Directions for this task :: Your answer is the line containing "848 458 472" plus every line after it to the end of the data below, transcribed exactly and with nothing else.
====== Data listing ======
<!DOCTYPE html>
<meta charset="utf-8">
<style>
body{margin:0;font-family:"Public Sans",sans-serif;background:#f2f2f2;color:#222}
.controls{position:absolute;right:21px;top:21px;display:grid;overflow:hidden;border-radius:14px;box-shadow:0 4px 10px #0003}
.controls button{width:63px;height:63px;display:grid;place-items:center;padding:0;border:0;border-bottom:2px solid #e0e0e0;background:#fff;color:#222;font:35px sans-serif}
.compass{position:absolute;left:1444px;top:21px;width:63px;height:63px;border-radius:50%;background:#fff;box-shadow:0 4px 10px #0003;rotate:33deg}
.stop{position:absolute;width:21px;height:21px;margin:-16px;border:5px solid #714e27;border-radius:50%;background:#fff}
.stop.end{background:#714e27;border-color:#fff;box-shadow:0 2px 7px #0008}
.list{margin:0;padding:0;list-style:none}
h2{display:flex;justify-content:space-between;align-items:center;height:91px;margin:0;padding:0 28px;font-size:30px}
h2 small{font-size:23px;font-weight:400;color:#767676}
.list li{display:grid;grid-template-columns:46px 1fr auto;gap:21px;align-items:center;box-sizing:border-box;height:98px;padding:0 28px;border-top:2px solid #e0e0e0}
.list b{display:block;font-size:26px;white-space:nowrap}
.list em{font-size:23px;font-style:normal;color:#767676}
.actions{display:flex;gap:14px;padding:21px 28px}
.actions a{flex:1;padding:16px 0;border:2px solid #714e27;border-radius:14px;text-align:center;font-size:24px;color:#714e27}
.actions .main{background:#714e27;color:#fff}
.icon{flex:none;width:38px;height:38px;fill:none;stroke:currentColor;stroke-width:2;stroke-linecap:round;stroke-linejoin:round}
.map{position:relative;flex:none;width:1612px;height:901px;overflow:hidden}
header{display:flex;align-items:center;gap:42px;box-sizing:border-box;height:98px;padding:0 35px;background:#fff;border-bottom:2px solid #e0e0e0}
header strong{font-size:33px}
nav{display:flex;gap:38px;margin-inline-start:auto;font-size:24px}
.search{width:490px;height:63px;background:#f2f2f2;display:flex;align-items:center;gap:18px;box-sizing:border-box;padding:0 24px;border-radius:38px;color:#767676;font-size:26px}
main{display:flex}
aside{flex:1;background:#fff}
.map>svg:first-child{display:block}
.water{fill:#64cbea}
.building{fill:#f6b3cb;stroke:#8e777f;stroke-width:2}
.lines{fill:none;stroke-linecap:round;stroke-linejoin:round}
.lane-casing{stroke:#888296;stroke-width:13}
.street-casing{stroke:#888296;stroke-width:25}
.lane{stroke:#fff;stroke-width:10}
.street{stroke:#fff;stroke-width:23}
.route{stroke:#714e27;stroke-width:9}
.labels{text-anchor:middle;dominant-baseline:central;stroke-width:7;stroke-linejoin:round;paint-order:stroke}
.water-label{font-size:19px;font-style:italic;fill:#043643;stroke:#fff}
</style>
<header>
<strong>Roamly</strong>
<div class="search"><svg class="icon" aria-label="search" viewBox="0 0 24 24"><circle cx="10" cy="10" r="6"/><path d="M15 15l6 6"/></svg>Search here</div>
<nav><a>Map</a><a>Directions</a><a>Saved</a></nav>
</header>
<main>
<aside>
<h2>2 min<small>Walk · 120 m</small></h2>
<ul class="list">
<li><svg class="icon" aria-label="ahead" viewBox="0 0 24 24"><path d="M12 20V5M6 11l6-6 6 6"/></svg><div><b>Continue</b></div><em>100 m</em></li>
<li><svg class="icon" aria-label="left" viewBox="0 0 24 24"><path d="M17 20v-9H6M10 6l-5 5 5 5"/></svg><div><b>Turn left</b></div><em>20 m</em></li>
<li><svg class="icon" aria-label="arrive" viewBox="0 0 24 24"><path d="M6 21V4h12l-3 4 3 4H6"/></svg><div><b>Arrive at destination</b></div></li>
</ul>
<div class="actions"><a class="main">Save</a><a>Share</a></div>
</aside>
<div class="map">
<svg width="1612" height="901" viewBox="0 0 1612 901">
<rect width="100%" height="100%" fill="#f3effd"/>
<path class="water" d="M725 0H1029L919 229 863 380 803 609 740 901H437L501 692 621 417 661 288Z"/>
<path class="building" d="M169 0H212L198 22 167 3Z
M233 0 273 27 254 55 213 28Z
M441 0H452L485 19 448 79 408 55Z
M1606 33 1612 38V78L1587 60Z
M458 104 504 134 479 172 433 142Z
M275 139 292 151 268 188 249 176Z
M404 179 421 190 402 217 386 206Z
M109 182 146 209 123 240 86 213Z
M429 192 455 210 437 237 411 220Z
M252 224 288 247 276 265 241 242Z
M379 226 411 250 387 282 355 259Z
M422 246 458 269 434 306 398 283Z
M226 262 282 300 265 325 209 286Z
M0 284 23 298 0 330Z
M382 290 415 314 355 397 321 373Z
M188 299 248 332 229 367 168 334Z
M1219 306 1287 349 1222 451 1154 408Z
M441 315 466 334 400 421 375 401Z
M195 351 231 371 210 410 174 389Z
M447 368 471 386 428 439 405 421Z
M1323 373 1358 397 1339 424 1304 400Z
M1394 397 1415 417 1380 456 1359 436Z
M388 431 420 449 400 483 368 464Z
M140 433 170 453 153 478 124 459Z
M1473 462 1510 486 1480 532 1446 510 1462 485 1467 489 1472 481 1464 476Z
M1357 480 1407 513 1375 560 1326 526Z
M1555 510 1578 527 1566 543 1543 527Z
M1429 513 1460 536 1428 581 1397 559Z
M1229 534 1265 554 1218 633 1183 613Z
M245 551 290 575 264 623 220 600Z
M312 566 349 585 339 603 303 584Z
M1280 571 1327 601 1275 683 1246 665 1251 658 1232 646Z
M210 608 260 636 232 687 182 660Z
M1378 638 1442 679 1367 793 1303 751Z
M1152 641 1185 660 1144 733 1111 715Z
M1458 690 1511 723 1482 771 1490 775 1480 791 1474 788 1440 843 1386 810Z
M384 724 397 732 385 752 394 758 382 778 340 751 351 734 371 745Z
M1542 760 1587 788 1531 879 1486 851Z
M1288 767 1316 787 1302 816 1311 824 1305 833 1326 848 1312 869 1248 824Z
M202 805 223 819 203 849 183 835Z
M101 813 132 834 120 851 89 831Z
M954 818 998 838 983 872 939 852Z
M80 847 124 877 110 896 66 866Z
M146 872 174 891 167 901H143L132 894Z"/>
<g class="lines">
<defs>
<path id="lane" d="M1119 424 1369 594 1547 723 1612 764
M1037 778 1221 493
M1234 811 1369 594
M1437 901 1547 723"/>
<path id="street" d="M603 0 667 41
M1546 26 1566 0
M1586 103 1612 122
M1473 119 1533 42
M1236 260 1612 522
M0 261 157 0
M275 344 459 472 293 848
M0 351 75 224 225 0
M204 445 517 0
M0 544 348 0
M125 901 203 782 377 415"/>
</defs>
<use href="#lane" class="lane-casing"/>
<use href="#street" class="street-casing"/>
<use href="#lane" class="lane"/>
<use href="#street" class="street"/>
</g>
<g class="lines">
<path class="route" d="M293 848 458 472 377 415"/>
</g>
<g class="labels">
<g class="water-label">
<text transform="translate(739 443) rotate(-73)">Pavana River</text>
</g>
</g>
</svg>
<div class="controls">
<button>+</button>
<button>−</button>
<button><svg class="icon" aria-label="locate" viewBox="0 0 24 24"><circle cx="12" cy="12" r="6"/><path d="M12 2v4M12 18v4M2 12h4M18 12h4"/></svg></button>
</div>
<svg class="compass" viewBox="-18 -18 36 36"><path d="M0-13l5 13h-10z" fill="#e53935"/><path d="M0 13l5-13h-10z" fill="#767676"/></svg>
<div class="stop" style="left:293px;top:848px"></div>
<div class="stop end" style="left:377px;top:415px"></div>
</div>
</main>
======
Result ::
<path class="route" d="M293 848 458 472 377 415"/>
</g>
<g class="labels">
<g class="water-label">
<text transform="translate(739 443) rotate(-73)">Pavana River</text>
</g>
</g>
</svg>
<div class="controls">
<button>+</button>
<button>−</button>
<button><svg class="icon" aria-label="locate" viewBox="0 0 24 24"><circle cx="12" cy="12" r="6"/><path d="M12 2v4M12 18v4M2 12h4M18 12h4"/></svg></button>
</div>
<svg class="compass" viewBox="-18 -18 36 36"><path d="M0-13l5 13h-10z" fill="#e53935"/><path d="M0 13l5-13h-10z" fill="#767676"/></svg>
<div class="stop" style="left:293px;top:848px"></div>
<div class="stop end" style="left:377px;top:415px"></div>
</div>
</main>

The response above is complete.